Senioren-Schweine verjagen pubertierende Wildsäue


Heute wende ich mich alternden Tieren zu, genauer den Senioren-Wildschweinen. In meinem Ferienort Hamburg erschreckt eine Horde dieser Tiere die Bevölkerung. Die Borstenviecher, die Männchen, Keiler genannt, werden bis zu 200 Kilo schwer, laufen nachts und tagsüber mitten durch die Innenstadt.


Täterschutz auch hier bei diesen Randalierern. Polizisten und Jagdaufseher konnten mit einem Betäubungsschuss ein Tier einfangen. Doch mussten die erfolgreichen Jäger ihre Beute in einem 20 Kilometer weit entfernten Wald wieder freilassen. Das Schicksal eines zweiten sichergestellten Borstenviehs ist noch unklar. Zurzeit weilt es in der Fürsorgerischen Freiheitsentziehung (FFE) in einem Gehege. Die Behörden sind sich uneins, ob sie es wieder aussetzen dürfen, sollen, müssen.


Was die anderen treiben und wie viele es sind, ist zurzeit offen. Augenzeugen berichten, dass die Tiere ins Wasser springen, in die Elbe und in die Alster. Wildschweine sind gute Schwimmer. Die Verkäuferin in meiner Bäckerei erinnerte sich, dass die Schweine bereits vor zwei Jahren mal in Hamburg waren.


Damals trauten sie sich nur in die Aussenbezirke, brachten dort allerdings eine S-Bahn zum Entgleisen. Vor diesem Hintergrund sind die Berner Wildtierprobleme mit Panther, Bären und Wölfen bloss kleine Fische.


Wildsaualarm in der City, bei den Hotspots einer Grossstadt. Jogger haben die Borstenviecher bei der Elbphilharmonie gesichtet. Polizisten jagten sie mit Maschinenpistolen und Blaulicht am Jungfernstieg. Auf die Berner Verhältnisse übertragen, wäre das eine Bärenhatz in der Spitalgasse.


In Hamburg eingefallen sind ausschliesslich junge Schweine. Den waghalsigen Trip unternahmen sie, weil sie von den alten Tieren aus der angestammten Rotte verjagt wurden. Im März und April kommen viele Frischlinge zur Welt. Weil die Gruppe sonst zu gross würde, vertreiben die Senioren die Nachkömmlinge aus dem letzten Jahr im Mai aus der Horde.

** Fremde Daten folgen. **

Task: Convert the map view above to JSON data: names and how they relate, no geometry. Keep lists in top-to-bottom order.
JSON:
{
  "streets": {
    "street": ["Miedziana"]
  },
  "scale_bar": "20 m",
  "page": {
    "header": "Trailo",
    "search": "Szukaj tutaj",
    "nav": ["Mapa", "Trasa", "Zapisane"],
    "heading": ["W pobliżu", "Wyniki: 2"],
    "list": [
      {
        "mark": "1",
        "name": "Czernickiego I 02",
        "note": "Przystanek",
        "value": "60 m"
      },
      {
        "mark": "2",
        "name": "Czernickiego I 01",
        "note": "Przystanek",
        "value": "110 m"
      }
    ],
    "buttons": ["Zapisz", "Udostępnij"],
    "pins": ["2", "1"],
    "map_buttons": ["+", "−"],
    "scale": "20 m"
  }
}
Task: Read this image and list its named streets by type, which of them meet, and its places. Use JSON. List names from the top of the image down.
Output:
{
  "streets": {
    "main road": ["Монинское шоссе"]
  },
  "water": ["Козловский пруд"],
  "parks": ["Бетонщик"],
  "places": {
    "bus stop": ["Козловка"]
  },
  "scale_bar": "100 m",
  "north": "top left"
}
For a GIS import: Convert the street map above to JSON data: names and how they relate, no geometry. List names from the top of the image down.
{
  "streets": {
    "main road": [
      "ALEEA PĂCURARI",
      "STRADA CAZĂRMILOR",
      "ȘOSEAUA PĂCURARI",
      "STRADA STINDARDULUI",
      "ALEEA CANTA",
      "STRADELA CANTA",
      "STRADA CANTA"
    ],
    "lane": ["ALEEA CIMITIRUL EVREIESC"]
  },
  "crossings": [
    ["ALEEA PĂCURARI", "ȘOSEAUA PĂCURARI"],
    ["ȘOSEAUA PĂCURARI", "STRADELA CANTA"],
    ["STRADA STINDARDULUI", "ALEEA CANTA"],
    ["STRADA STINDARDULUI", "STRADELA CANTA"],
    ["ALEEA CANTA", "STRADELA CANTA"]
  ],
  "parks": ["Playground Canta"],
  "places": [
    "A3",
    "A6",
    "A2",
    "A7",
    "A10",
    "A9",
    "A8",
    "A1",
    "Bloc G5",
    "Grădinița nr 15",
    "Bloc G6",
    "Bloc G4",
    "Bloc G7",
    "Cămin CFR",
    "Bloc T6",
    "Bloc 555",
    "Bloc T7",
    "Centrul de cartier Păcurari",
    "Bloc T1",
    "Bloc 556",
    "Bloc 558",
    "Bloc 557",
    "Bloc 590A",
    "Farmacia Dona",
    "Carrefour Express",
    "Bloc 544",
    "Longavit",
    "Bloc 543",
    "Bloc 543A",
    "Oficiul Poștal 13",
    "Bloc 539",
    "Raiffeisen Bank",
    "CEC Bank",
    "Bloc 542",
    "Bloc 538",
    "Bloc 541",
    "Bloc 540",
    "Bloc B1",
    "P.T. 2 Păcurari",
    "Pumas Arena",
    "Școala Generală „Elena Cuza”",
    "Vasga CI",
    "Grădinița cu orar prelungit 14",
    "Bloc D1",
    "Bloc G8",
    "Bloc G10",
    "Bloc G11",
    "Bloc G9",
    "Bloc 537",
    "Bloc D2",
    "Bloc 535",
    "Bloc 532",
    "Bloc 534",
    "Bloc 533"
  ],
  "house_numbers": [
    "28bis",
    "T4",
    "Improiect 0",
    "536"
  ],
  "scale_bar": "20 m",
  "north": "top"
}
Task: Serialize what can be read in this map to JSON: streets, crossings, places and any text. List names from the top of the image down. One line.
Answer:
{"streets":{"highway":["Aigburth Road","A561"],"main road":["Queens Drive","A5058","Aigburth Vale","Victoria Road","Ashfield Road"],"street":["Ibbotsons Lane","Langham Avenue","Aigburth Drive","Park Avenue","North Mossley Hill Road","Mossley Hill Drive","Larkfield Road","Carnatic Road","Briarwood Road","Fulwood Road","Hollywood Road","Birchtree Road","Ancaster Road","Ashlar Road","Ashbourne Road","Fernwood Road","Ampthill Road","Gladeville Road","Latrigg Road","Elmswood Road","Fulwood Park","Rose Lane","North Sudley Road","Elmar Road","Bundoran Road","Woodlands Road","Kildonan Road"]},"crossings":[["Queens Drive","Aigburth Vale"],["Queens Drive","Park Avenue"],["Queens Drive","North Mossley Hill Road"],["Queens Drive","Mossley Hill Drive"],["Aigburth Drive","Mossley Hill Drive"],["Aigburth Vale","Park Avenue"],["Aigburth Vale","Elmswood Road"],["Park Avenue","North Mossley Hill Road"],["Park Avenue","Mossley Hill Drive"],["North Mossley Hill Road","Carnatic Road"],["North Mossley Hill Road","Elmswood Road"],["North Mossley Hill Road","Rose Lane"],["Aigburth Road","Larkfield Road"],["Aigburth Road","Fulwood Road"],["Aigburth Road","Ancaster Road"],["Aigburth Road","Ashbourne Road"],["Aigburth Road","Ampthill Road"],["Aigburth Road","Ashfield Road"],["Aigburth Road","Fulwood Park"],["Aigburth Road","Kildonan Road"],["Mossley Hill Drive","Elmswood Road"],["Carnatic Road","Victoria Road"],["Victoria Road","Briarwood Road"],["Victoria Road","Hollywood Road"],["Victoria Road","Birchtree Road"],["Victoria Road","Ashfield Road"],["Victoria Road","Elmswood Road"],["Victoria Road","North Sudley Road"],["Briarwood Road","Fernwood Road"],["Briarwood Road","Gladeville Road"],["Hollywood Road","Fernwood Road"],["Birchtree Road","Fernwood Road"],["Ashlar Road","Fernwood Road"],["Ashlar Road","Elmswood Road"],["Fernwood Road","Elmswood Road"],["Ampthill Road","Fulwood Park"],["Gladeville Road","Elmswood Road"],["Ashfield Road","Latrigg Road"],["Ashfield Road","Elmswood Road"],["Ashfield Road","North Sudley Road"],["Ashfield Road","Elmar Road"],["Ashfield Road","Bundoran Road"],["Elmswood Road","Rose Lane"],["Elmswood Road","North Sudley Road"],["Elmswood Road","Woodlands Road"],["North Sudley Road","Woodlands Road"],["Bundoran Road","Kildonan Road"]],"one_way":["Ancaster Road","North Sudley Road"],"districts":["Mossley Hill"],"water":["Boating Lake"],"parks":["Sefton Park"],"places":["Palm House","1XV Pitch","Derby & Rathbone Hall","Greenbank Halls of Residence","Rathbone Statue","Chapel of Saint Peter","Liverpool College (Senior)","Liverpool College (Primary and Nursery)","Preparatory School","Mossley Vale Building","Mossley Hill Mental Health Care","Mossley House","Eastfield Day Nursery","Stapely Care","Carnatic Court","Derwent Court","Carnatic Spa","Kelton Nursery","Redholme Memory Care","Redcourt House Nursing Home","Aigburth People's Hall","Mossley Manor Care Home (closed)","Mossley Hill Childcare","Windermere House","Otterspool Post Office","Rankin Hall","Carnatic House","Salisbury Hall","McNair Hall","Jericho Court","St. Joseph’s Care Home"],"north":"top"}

Der aus dem Hotel Mama verjagte Nachwuchs ist risikofreudiger, aber auch unerfahren und traut sich deshalb an waghalsige Abenteuer. In Hamburg randalieren pubertierende Wildsäue. Schuld sind die Alten, weil sie es zu Hause gerne gemütlich haben. Eins zu eins lässt sich das nicht auf die Menschen übertragen. Aber ein bisschen schon.